I have two source files which are doing roughly the same. The only difference is that in the first case function is passed as a parameter and in the second one - value.
First case:
module Main where
import Data.Vector.Unboxed as UB
import qualified Data.Vector as V
import Criterion.Main
regularVectorGenerator :: (Int -> t) -> V.Vector t
regularVectorGenerator = V.generate 99999
unboxedVectorGenerator :: Unbox t => (Int -> t) -> UB.Vector t
unboxedVectorGenerator = UB.generate 99999
main :: IO ()
main = defaultMain
[
bench "boxed" $ whnf regularVectorGenerator (+2137)
, bench "unboxed" $ whnf unboxedVectorGenerator (+2137)
]
Second case:
module Main where
import Data.Vector.Unboxed as UB
import qualified Data.Vector as V
import Criterion.Main
regularVectorGenerator :: Int -> V.Vector Int
regularVectorGenerator = flip V.generate (+2137)

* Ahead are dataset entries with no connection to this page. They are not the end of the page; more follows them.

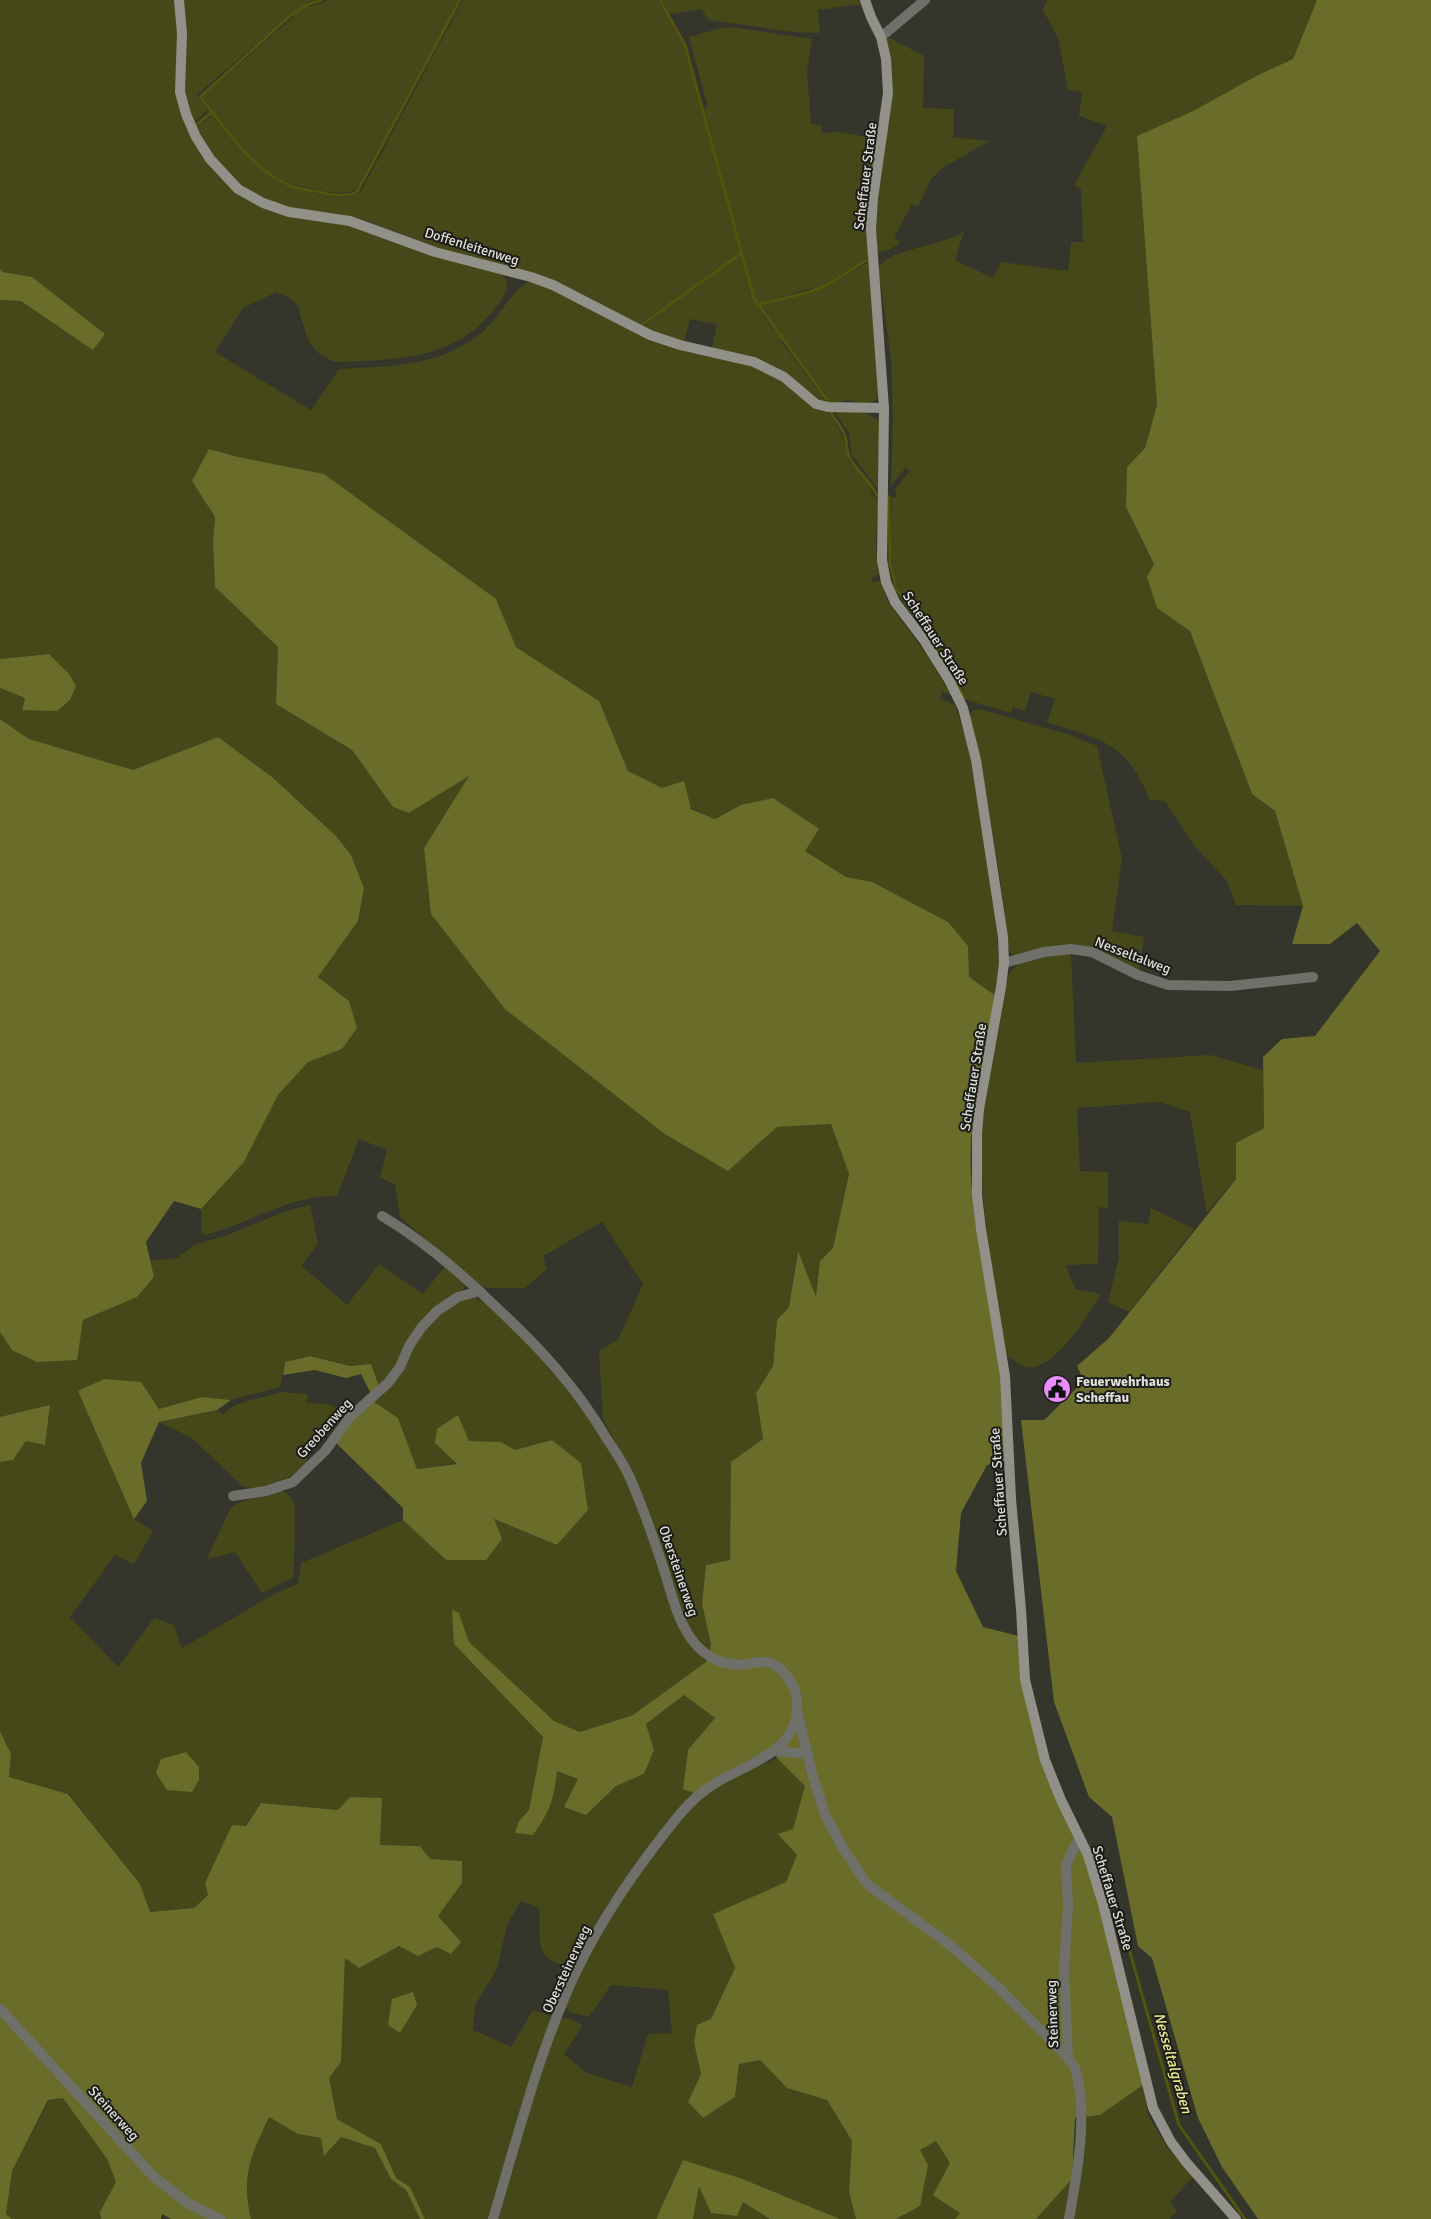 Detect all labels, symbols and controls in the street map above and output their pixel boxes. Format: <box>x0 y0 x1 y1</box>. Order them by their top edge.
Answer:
street label: Scheffauer Straße <box>850 121 881 231</box>
street label: Doffenleitenweg <box>423 224 521 269</box>
street label: Scheffauer Straße <box>899 588 972 688</box>
street label: Nesseltalweg <box>1092 933 1173 978</box>
street label: Scheffauer Straße <box>957 1022 990 1132</box>
place label: Feuerwehrhaus Scheffau <box>1076 1373 1170 1406</box>
public building icon: Feuerwehrhaus Scheffau <box>1042 1374 1072 1404</box>
street label: Greobenweg <box>293 1395 356 1462</box>
street label: Scheffauer Straße <box>986 1427 1011 1537</box>
street label: Obersteinerweg <box>655 1524 702 1619</box>
street label: Scheffauer Straße <box>1089 1844 1137 1953</box>
street label: Obersteinerweg <box>539 1923 594 2016</box>
street label: Steinerweg <box>1043 1980 1062 2048</box>
water label: Nesseltalgraben <box>1150 2010 1196 2116</box>
street label: Steinerweg <box>85 2082 143 2144</box>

unboxedVectorGenerator :: Int -> UB.Vector Int
unboxedVectorGenerator = flip UB.generate (+2137)
main :: IO ()
main = defaultMain
[
bench "boxed" $ whnf regularVectorGenerator 99999
, bench "unboxed" $ whnf unboxedVectorGenerator 99999
]
What I noticed that during benchamrking size of vector the unboxed is, as expected, always smaller yet size of both vectors vary drasticlly. Here is output of
first case:
benchmarking boxed
time 7.626 ms (7.515 ms .. 7.738 ms)
0.999 R² (0.998 R² .. 0.999 R²)
mean 7.532 ms (7.472 ms .. 7.583 ms)
std dev 164.3 μs (133.8 μs .. 201.3 μs)
allocated: 1.000 R² (1.000 R² .. 1.000 R²)
iters **1.680e7** (1.680e7 .. 1.680e7)
y 2357.390 (1556.690 .. 3422.724)
benchmarking unboxed
time 889.1 μs (878.9 μs .. 901.8 μs)
0.998 R² (0.995 R² .. 0.999 R²)
mean 868.6 μs (858.6 μs .. 882.6 μs)
std dev 39.05 μs (28.30 μs .. 57.02 μs)
allocated: 1.000 R² (1.000 R² .. 1.000 R²)
iters **4000009.003** (4000003.843 .. 4000014.143)
y 2507.089 (2025.196 .. 3035.962)
variance introduced by outliers: 36% (moderately inflated)
and the second case:
benchmarking boxed
time 1.366 ms (1.357 ms .. 1.379 ms)
0.999 R² (0.998 R² .. 1.000 R²)
mean 1.350 ms (1.343 ms .. 1.361 ms)
std dev 29.96 μs (21.74 μs .. 43.56 μs)
allocated: 1.000 R² (1.000 R² .. 1.000 R²)
iters **2400818.350** (2400810.284 .. 2400826.685)
y 2423.216 (1910.901 .. 3008.024)
variance introduced by outliers: 12% (moderately inflated)
benchmarking unboxed
time 61.30 μs (61.24 μs .. 61.37 μs)
1.000 R² (1.000 R² .. 1.000 R²)
mean 61.29 μs (61.25 μs .. 61.33 μs)
std dev 122.1 ns (91.64 ns .. 173.9 ns)
allocated: 1.000 R² (1.000 R² .. 1.000 R²)
iters **800040.029** (800039.745 .. 800040.354)
y 2553.830 (2264.684 .. 2865.637)
Benchameked size of vector decreased by order of magnitude just by de-parametrizing function. Can someone explain me why?
I compiled both exaples with those flags:
-O2 -rtsopts
and launched with
--regress allocated:iters +RTS -T
The difference is that if the generating function is already known in the benchmarked function, the generator is inlined and the involved Int
-s are unboxed as well. If the generating function is the benchmark parameter, it cannot be inlined.
From the benchmarking perspective the second version is the correct one, since in normal usage we want the generating function to be inlined.